El desahucio – Carlos Canache Mata

Un rechazo de resonancia mundial rodea a la dictadura que una camarilla civil-militar le ha impuesto a Venezuela. Solo desafinan en ese concierto de repudio los países que están comprometidos por la subvenciones que reciben, los pocos que se sienten obligados a ofrecer solidaridad a un régimen que comparte con ellos un fracasado modelo político-económico común, y los que tienen intereses económicos y financieros por sus inversiones en nuestro país o que por razones geopolíticas o estratégicas les interesa tener influencia en áreas geográficas cercanas a Estados Unidos.

La tribuna de la Asamblea General anual de la ONU, cuyas deliberaciones comenzaron la pasada semana, vio desfilar los oradores que, en representación de sus pueblos, expresaron la preocupación y condena por las violaciones de los derechos humanos y el desconocimiento de las reglas de la democracia por parte de quienes detentan el poder en Venezuela.

Ya antes, el pasado 30 de agosto, la Oficina del Alto Comisionado de la ONU para los Derechos Humanos había presentado un Informe sobre nuestro país en el que denuncia y acusa la represión, las torturas y el asesinato de más de 130 personas en el ciclo de protestas populares que comprende el período del 1° de abril al 31 de julio del presente año. Allí se dice que “el uso generalizado y sistemático”  de la fuerza contra los manifestantes prueba  “que no se trata simplemente de actos ilegales o insubordinados de funcionarios aislados”, sino que responden a una planeada política de represión que busca acabar con la oposición política y extinguir la democracia.

Como es sabido, a instancias del Consejo de Derechos Humanos de la ONU, en la OEA se está levantando un expediente que podría concluir con la decisión de elevarlo a la Corte Penal Internacional de La Haya, a los fines de que eventualmente sean sancionados quienes por su actuación durante la presente dictadura hayan cometido crímenes de lesa humanidad.

Al margen de las sesiones de la Asamblea General de la ONU, los cancilleres del Grupo de Lima se reunieron el 20 de septiembre en Nueva York  y emitieron una segunda Declaración en la que “lamentan que en Venezuela se mantenga la ruptura del orden democrático, ya que su gobierno quebranta las normas constitucionales, la voluntad del pueblo y los valores democráticos, reprime el disenso político, mantiene presos políticos y viola los derechos humanos y libertades fundamentales de las personas”.

Igualmente, ratifican el “no reconocimiento” de todos los actos emanados de la espuria Asamblea Nacional Constituyente y reiteran su pleno respaldo a la Asamblea Nacional que los venezolanos elegimos el 16 de julio.

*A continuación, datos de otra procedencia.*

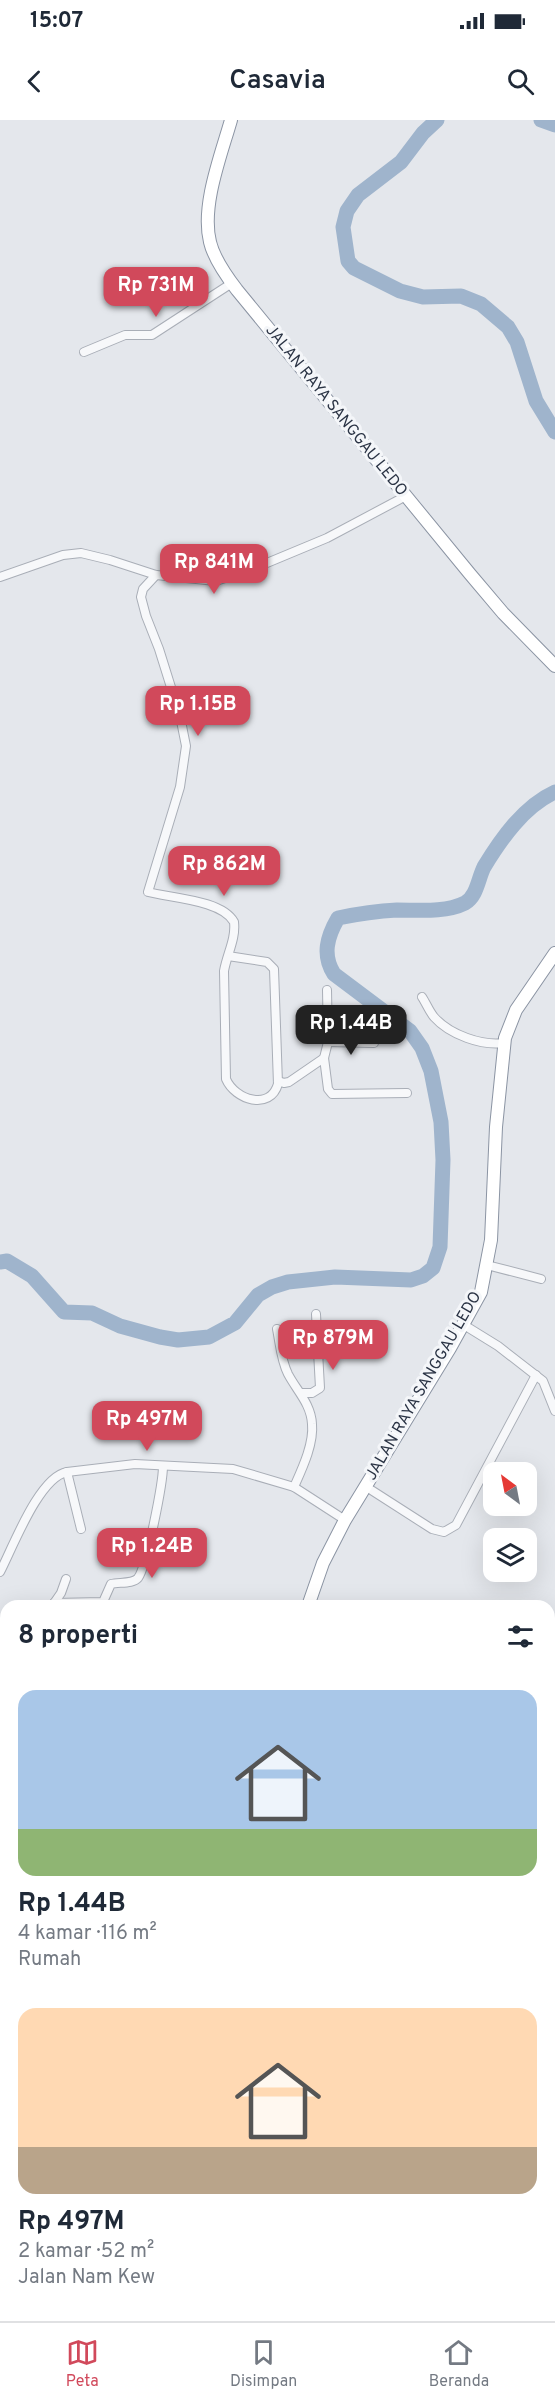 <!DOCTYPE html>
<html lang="id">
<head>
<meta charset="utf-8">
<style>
	body { margin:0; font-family:Overpass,sans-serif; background:#f2f2f3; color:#1f2937; height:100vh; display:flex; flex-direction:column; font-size:22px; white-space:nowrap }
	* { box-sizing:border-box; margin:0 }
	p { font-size:20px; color:#747a83 }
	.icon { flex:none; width:33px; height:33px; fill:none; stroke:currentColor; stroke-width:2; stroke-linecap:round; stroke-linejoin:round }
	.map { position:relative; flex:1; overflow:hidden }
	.details { position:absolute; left:0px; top:1480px; width:555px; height:722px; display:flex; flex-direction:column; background:#fff; border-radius:18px 18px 0 0; box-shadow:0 6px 24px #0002 }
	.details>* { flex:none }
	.needle { width:39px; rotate:328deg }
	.fabs { position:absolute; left:483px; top:1342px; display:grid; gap:12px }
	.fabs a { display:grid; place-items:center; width:54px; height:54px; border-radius:12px; background:#fff; box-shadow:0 6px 24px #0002; font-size:30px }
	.price { position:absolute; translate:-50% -51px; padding:0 14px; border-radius:12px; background:#d1495b; color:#fff; font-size:20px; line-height:39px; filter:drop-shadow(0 2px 3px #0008) }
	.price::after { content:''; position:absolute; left:50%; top:36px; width:18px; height:14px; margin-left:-9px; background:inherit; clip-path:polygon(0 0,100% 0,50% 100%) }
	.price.active { background:#222; color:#fff }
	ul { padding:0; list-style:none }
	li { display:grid; align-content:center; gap:12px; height:318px; padding:0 18px }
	li span { display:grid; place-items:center; height:186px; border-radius:18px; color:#555 }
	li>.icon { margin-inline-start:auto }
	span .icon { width:108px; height:108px; fill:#fffc; stroke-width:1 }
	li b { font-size:26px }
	h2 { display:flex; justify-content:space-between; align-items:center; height:72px; padding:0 18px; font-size:26px }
	.status { display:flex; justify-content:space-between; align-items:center; height:42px; padding:0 30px; background:#fff; direction:ltr }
	.status svg { height:16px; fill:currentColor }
	header { display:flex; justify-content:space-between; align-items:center; height:78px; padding:0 18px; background:#fff; font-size:27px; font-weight:600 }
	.tab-bar { display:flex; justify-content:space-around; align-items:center; height:84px; border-top:2px solid #e0e1e3; background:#fff; font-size:16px; color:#747a83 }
	.tab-bar a { display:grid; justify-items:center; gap:3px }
	.tab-bar .active { color:#d1495b }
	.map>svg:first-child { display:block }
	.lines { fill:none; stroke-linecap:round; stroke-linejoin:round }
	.river { stroke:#9fb4cc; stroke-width:15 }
	.minor-casing { stroke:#a9aeb7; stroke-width:10 }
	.major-casing { stroke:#a3abb8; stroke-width:13 }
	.highway-casing { stroke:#8b94a3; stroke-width:14 }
	.minor { stroke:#f7f8fa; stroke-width:8 }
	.major { stroke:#fff; stroke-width:10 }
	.highway { stroke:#fff; stroke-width:12 }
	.labels { text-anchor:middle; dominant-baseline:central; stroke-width:6; stroke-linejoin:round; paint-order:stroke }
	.street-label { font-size:16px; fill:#2b3445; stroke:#f4f6f9 }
</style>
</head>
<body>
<div class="status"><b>15:07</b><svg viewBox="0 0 49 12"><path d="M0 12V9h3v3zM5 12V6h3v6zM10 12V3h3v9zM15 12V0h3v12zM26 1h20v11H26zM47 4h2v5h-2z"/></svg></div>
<header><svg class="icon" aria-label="back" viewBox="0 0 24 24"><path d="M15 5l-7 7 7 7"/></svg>Casavia<svg class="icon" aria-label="search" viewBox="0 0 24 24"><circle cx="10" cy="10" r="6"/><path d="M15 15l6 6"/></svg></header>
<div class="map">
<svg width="555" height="2201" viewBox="0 0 555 2201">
	<rect width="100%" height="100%" fill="#e4e7ec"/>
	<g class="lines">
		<g class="river">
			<path d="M437,0l-14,13 -22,29 -43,33 -11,16 -4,16 5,34 6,7 46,23 23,6 38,-1 20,8 27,23 9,15 19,59 19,31"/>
			<path d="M541,0l14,5"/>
			<path d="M0,1142l7,-1 25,15 32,36 28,1 28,13 40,11 18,3 31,-3 26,-14 23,-28 14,-8 16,-5 47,-5 76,3 12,-4 10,-8 7,-21 3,-87 -2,-38 -10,-51 -9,-23 -12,-17 -76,-57c-12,-19 -7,-37 4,-56 19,-4 39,-7 59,-8 21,0 48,3 68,-7 12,-7 13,-24 19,-36 17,-28 40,-61 71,-75"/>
		</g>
		<g class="minor-casing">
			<g id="minor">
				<path d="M84,232l41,-17h27l80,-52"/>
				<path d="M156,455l-13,14 -2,8 5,19 13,33 21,67 6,30 -6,41 -32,105c23,6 74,8 86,30 2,17 -7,32 -10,49l2,108c9,21 44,32 52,5l-4,-115 -7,-7 -39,-6"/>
				<path d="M0,457l63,-22 18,-2 29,7 46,15 60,6 34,-11 77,-32 79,-42"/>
				<path d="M422,877c4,6 7,14 12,20 16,18 48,29 70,26"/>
				<path d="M328,922l46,1"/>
				<path d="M324,938l4,31 4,5 75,-1"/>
				<path d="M278,961l6,2 5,-1 35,-24 4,-16 -1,-52"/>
				<path d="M487,1145l54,14"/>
				<path d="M464,1205l34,21 45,35 12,30"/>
				<path d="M277,1209c3,15 4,31 11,45 9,17 23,30 24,50 2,20 -10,45 -18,63"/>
				<path d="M301,1273h11l8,-5 -4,-74"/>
				<path d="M67,1352l14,57"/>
				<path d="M365,1366l67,43 12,3 12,-7 80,-150"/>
				<path d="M0,1452c13,-25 39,-95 67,-100l68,-8 98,5 61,18 51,33"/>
				<path d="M54,1483l49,-1 8,-18c8,-2 22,0 27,-6 9,-12 25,-96 25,-112"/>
				<path d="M52,1486l9,-13 5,-14"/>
				<path d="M549,1526l6,-5"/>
				<path d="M0,1587h6"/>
				<path d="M0,1598l6,9"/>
				<path d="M0,1659l6,-3"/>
				<path d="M549,1712l6,16"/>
				<path d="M0,1823l6,-1"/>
				<path d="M5,1876h1"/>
				<path d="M0,1916l6,-2"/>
				<path d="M549,1941l6,-9"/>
				<path d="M549,2075l6,9"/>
				<path d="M0,2193l10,8"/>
				<path d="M122,2196l3,5"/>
				<path d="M138,2201l18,-5"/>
			</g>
		</g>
		<g class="major-casing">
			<path id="major" d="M549,1539l6,-4"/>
		</g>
		<g class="highway-casing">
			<g id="highway">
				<path d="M231,0c-10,35 -30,86 -21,122 4,17 17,35 27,48l233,284 33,39 52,53"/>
				<path d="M308,1486l15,-43 22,-43 105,-172 31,-56 10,-52 5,-113 9,-89 11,-28 39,-57"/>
				<path d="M296,2196l2,5"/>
			</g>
		</g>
		<use href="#minor" class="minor"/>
		<use href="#major" class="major"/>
		<use href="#highway" class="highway"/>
	</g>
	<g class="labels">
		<g class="street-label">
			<text transform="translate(336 291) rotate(51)">JALAN RAYA SANGGAU LEDO</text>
			<text transform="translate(424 1266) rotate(-60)">JALAN RAYA SANGGAU LEDO</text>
		</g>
	</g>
</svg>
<div class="fabs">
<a><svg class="needle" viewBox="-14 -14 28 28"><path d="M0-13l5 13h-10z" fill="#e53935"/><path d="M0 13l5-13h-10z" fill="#747a83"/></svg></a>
<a><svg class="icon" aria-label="layers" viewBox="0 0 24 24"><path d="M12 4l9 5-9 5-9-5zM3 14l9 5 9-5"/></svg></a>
</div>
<b class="price" style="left:156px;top:198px">Rp 731M</b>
<b class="price" style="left:214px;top:475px">Rp 841M</b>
<b class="price" style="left:198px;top:617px">Rp 1.15B</b>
<b class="price" style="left:224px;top:777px">Rp 862M</b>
<b class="price active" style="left:351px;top:936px">Rp 1.44B</b>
<b class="price" style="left:333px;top:1251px">Rp 879M</b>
<b class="price" style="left:147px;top:1332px">Rp 497M</b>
<b class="price" style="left:152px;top:1459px">Rp 1.24B</b>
<section class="details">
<h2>8 properti<svg class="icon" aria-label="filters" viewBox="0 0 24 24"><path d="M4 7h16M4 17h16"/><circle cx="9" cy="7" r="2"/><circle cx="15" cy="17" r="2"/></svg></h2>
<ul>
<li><span style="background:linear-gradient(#a9c7e8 75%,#8fb573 0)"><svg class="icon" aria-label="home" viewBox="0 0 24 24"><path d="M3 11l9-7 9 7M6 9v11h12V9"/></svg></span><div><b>Rp 1.44B</b><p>4 kamar · 116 m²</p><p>Rumah</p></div></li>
<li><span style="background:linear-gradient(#ffd9b3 75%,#b9a48a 0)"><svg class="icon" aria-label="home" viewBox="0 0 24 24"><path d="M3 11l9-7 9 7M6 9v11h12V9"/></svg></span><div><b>Rp 497M</b><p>2 kamar · 52 m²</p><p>Jalan Nam Kew</p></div></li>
</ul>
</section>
</div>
<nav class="tab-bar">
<a class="active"><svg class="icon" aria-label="map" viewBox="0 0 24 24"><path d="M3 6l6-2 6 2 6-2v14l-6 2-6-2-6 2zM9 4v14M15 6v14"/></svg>Peta</a>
<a><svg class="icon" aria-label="saved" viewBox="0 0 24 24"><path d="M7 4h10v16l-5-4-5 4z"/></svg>Disimpan</a>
<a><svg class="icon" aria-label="home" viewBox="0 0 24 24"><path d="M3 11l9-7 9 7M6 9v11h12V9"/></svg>Beranda</a>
</nav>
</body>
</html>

La reseña anterior se complementa con las numerosas referencias a una gran corrupción y fundadas sospechas de complicidad con el narcotráfico en diversos niveles del poder civil, militar y judicial de la nación, lo que, al acompañarse con congelación de bienes y cuentas bancarias en el exterior y negativa de visa para acceder a países de América y Europa, generará temores para salir fuera de nuestras fronteras.